Scan the entries below. List each line with "linecap".

START RECORDS

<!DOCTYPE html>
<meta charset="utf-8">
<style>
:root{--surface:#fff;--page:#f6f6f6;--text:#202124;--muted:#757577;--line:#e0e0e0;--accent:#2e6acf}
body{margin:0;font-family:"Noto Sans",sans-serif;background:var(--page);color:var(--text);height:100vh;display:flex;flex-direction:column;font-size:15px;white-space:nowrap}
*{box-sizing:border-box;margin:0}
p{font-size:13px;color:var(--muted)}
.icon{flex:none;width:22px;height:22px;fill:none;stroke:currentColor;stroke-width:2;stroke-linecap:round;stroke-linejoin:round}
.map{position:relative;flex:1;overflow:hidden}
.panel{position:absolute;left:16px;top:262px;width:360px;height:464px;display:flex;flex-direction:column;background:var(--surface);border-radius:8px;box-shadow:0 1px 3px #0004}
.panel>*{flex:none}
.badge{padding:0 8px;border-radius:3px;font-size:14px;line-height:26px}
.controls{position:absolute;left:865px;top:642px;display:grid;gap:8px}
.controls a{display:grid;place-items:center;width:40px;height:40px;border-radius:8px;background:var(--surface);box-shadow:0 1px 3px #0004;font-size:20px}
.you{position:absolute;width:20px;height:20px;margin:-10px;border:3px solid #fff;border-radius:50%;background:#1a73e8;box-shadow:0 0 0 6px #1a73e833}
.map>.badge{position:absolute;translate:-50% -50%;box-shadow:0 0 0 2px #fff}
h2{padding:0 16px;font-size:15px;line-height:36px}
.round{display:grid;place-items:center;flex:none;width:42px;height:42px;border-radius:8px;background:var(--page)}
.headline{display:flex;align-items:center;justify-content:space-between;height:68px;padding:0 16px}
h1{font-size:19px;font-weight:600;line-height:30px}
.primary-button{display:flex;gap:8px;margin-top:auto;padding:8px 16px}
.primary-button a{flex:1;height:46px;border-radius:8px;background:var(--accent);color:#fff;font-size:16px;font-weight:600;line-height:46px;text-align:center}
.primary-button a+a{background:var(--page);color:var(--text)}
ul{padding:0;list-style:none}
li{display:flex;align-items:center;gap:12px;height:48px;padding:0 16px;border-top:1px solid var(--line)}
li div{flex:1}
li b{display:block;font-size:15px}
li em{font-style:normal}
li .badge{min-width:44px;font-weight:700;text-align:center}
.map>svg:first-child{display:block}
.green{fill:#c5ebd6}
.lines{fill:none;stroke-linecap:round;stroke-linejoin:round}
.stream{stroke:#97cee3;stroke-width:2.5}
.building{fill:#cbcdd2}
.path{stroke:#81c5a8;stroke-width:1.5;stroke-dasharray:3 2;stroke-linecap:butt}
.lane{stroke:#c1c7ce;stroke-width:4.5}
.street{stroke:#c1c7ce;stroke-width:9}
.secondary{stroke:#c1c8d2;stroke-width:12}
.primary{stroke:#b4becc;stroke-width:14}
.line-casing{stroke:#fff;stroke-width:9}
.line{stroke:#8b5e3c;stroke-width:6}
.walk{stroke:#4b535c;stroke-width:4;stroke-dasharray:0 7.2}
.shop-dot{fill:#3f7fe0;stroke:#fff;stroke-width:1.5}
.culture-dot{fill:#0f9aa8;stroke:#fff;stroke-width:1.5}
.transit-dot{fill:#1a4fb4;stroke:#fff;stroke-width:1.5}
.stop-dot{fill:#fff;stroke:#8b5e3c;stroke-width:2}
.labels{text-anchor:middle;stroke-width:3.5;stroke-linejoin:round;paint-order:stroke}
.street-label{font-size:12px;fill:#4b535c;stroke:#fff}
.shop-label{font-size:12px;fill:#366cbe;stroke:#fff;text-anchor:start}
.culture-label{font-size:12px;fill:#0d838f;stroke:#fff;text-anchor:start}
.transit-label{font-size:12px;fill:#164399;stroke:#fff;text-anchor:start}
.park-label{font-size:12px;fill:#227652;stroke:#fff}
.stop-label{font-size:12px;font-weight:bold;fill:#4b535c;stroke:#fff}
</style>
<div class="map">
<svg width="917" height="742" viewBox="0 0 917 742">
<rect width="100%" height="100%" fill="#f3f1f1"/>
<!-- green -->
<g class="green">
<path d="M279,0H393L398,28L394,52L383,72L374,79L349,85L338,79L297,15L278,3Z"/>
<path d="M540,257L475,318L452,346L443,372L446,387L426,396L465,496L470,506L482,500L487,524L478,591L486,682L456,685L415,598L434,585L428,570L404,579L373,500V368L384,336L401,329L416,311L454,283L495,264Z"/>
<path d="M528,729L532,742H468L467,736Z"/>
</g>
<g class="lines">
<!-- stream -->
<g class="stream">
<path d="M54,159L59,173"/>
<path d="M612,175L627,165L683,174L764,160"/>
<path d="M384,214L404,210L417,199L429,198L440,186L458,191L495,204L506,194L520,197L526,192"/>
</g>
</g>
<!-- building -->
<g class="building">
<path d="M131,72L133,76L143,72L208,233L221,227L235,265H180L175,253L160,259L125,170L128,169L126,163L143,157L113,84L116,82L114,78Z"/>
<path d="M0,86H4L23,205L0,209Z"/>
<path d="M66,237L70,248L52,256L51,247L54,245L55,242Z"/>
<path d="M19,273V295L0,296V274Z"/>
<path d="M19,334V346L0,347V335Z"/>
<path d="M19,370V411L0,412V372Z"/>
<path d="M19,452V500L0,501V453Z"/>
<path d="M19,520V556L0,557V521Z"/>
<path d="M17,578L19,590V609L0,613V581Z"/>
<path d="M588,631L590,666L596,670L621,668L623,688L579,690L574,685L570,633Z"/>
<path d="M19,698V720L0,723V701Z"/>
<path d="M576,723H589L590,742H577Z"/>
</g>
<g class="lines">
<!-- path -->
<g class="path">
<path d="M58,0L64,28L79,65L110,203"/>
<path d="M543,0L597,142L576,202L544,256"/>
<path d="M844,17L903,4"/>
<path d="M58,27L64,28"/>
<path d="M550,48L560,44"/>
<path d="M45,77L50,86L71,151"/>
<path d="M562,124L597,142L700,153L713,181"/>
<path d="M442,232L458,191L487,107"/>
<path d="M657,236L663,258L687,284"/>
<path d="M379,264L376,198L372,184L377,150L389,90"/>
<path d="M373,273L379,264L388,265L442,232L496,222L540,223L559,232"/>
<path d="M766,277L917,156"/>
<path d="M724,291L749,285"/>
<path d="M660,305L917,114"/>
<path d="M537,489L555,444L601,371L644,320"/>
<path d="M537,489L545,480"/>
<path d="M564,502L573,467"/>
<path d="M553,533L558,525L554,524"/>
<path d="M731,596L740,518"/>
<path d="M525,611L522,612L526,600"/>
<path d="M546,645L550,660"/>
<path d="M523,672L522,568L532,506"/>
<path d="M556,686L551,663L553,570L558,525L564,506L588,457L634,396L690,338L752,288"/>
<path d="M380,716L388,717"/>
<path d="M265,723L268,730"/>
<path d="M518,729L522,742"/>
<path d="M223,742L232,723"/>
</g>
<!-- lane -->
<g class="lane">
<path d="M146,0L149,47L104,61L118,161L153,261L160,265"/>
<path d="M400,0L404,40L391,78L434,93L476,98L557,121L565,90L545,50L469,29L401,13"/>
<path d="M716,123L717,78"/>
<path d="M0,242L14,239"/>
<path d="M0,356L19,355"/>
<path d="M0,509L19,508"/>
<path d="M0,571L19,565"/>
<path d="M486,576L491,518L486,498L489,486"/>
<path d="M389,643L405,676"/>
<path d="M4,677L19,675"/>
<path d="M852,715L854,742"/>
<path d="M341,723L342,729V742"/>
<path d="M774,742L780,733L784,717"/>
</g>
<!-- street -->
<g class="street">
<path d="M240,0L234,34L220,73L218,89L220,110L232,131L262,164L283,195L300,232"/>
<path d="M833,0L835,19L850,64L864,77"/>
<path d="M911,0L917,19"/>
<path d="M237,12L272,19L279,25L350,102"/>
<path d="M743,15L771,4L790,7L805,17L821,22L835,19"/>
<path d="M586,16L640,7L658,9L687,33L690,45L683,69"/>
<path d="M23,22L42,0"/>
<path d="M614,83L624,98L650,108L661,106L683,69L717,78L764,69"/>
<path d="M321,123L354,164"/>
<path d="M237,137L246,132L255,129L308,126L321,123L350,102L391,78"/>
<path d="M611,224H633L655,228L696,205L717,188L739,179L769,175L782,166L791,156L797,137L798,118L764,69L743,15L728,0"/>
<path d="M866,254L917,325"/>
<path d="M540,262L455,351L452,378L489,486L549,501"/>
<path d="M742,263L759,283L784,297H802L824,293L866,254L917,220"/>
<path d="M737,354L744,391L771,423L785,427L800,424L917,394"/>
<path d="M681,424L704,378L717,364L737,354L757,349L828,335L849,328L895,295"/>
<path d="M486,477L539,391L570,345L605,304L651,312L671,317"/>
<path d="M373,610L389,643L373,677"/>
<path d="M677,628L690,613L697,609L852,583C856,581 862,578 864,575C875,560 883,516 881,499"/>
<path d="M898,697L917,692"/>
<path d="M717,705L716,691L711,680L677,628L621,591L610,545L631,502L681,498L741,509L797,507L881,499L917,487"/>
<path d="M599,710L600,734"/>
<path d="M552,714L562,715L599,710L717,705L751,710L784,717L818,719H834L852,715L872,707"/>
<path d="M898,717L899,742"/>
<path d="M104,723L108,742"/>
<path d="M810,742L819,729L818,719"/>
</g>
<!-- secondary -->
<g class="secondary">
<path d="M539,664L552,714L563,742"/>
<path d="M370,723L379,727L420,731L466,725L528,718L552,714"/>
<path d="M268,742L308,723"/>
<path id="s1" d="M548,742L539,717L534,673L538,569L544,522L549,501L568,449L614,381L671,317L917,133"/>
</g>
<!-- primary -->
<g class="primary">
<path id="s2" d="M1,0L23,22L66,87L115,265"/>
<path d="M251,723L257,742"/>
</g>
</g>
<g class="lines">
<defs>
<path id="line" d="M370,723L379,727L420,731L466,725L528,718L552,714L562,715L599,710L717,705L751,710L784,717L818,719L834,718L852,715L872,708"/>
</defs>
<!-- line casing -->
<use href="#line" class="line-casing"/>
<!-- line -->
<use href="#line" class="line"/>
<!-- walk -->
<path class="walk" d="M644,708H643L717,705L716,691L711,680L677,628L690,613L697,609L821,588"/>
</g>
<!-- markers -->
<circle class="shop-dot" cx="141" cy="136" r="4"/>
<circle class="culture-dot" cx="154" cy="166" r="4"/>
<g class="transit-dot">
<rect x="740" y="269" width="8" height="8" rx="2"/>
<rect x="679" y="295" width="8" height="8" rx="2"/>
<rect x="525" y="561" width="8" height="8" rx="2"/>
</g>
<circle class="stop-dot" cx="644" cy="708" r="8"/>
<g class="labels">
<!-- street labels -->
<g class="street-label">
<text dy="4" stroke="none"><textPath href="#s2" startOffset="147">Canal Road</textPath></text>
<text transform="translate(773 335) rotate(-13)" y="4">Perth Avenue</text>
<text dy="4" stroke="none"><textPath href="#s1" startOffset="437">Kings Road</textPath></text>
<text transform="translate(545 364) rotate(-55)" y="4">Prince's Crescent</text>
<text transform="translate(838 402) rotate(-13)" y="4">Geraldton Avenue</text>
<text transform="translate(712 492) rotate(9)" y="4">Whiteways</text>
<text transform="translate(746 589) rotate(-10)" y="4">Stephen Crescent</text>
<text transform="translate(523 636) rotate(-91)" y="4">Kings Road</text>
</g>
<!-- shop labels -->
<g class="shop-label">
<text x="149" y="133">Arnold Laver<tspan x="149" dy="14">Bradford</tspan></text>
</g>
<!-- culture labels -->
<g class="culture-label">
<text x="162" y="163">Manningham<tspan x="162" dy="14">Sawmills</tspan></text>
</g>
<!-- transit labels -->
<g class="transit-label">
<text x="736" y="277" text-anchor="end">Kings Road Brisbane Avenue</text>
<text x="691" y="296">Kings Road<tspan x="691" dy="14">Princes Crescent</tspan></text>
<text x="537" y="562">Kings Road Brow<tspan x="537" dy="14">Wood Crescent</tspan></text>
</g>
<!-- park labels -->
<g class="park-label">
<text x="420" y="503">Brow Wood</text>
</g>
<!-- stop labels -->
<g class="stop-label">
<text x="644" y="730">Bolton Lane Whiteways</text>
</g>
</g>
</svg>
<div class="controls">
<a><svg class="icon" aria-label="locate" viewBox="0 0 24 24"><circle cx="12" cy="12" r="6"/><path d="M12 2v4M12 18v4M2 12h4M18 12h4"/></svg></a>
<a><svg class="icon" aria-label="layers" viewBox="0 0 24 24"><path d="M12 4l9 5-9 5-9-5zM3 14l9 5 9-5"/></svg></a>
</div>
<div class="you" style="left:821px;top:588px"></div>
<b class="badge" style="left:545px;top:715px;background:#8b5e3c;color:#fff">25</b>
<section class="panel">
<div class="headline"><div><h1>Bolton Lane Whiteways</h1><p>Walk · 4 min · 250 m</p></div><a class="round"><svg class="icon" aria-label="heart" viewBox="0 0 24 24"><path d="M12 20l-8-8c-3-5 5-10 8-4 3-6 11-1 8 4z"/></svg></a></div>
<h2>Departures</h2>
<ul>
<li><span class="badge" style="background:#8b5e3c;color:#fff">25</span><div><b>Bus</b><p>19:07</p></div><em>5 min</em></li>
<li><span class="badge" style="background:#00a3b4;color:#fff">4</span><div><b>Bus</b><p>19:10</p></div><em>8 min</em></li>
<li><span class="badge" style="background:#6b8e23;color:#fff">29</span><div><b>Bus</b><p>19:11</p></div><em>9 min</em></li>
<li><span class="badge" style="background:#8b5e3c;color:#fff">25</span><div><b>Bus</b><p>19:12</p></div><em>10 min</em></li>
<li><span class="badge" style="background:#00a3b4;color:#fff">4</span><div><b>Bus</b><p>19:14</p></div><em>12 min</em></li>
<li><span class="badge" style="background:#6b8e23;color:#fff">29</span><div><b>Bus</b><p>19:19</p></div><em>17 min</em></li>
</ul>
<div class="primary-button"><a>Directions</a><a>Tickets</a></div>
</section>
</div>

END RECORDS

**RESULT:**
.icon{flex:none;width:22px;height:22px;fill:none;stroke:currentColor;stroke-width:2;stroke-linecap:round;stroke-linejoin:round}
.lines{fill:none;stroke-linecap:round;stroke-linejoin:round}
.path{stroke:#81c5a8;stroke-width:1.5;stroke-dasharray:3 2;stroke-linecap:butt}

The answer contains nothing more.